Ultra-low-loss and large-effective-area fiber for 100 Gbit/s and beyond 100 Gbit/s coherent long-haul terrestrial transmission systems

Abstract

Ultra-low-loss and large-effective-area fiber has been successfully applied in transoceanic transmission, which is considered as a promising candidate for 100 Gbit/s and beyond 100 Gbit/s coherent long-haul terrestrial optical networks. Several theoretical and experimental investigations have been reported, including provincial terrestrial field trial. To support long-haul terrestrial application, it is urgent to prove that the ultra-low-loss and large-effective-area fiber after terrestrial deployment can significantly enhance the performance of long-haul transmission over 1000 km compared with the conventional single mode fiber. In this paper, we extended our previous work and summarized design methods for complex terrestrial environment. To verify the fiber characteristics in long-haul terrestrial transmission, we installed the longest terrestrial ultra-low-loss and large-effective-area fiber link in the world with a total length of 1539.6 km. The results show that the transmission performances of wavelength-division-multiplexed signals with per-channel data rates of 100 Gbit/s, 200 Gbit/s, and 400 Gbit/s over the ultra-low-loss and large-effective-area fiber are all obviously improved, demonstrating that this fiber is more suitable for ultrahigh-speed long-haul terrestrial transmission.

Introduction

With the rapid development of advanced services, such as mobile internet, high-definition video, cloud computing, virtual reality, etc., the demand for the capacity of existing 100 Gbit/s coherent optical transport network exhibits a significant increasing trend. Single-carrier 200 Gbit/s and 400 Gbit/s coherent technologies are introduced to further increase the transmission capacity^1,2,3,4. However, coherent transmission systems with per-channel data rates beyond 100 Gbit/s are facing enormous challenges on improving unrepeatered transmission distance. Several schemes have been proposed, such as using probability constellation shaping⁵, Raman amplification⁶, new-type optical fiber⁷, etc. For coherent optical transmission system, the transmission performance is mainly limited by the attenuation and nonlinear effects in fiber as the dispersion can be sufficiently compensated by digital coherent detection⁸.

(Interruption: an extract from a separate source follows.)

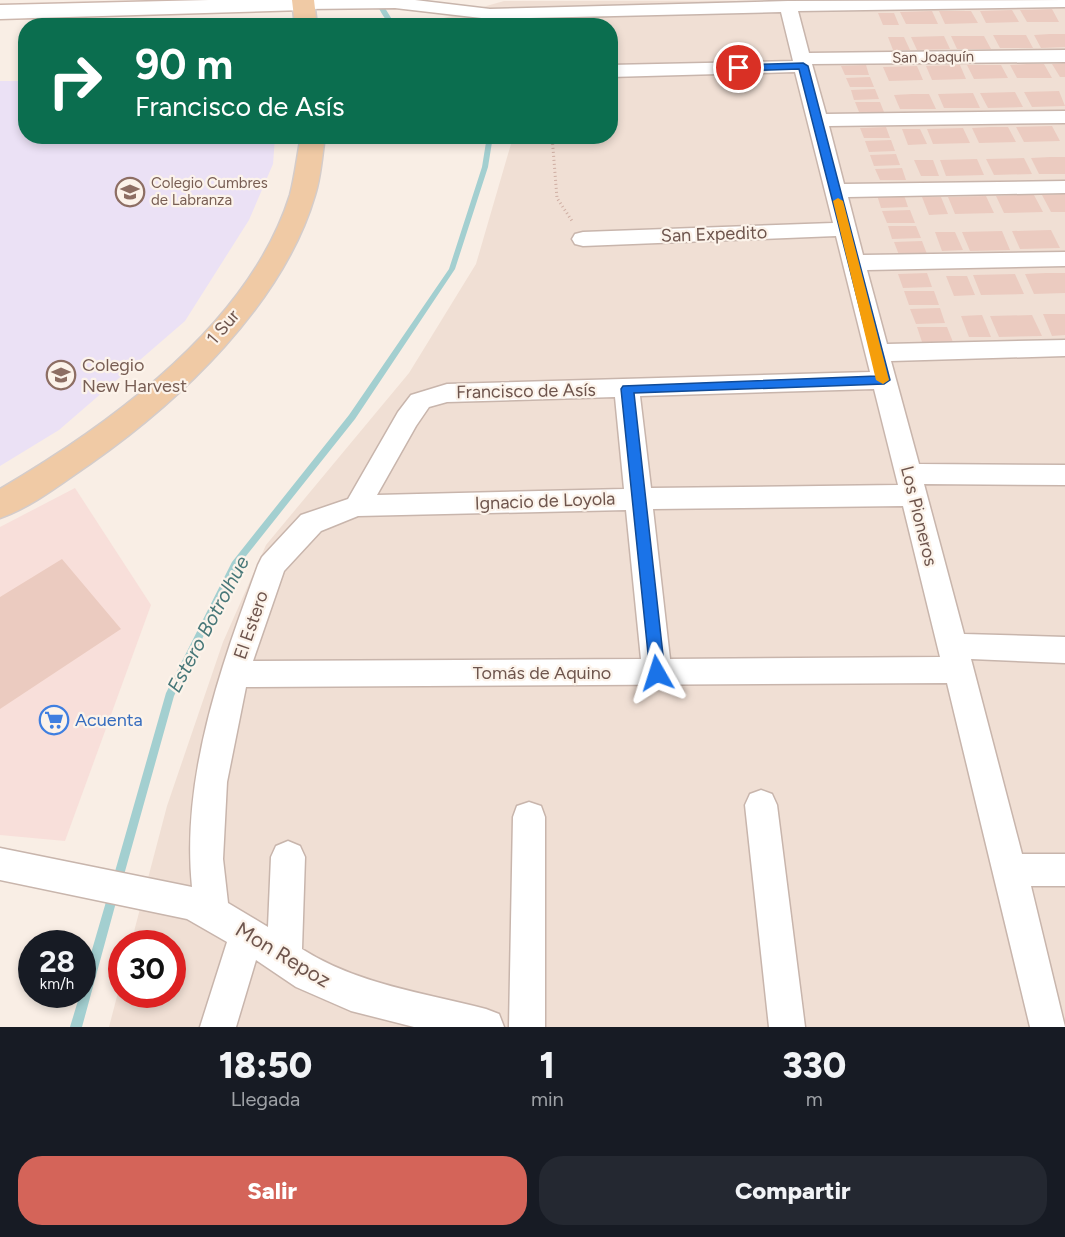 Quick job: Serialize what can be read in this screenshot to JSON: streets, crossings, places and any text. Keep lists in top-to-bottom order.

With the development of optical fiber technology, novel optical fibers have been achieved, such as ultra-low-loss fiber^9,10, large-effective-area fiber^11,12, etc. The optical signal-to-noise ratio (OSNR) after transmission over the same fiber link could be improved by reducing the link loss. Additionally, the optimum optical power before launching into the fiber link can be increased as the effective area of fiber is enlarged, which is also benefit for improving the received OSNR. Therefore, the optical fiber with a combination of low attenuation coefficient and large effective area may be a promising candidate to optimize the transmission performance for next-generation ultrahigh-speed long-haul optical network, which have been performed and applied for transoceanic submarine cable system^13,14, and is specified by Recommendation ITU-T G.654. However, the characteristics of the installed optical fiber for terrestrial transmission are quite different from that of submarine cable, including macro-bending loss, operating temperature, etc. ITU-T introduced a new sub-category of the ultra-low-loss and large-effective-area fiber subsequently to support 100 Gbit/s and beyond 100 Gbit/s coherent terrestrial transmission, which is named as G.654.E fiber. Several design methods and lab tests of the G.654.E fiber are presented^{15,16,17,18,19}. Recently, the results of a field trial with an installed 430-km G.654.E fiber link are reported²⁰. Considering that the planning and construction of a long-haul optical fiber link usually last 2–3 years, it is urgent to decide which type of optical fiber is more suitable for future 100 Gbit/s and beyond long-haul transmission. However, the performance of the G.654.E fiber has not been verified in long-haul terrestrial transmission beyond 1000 km.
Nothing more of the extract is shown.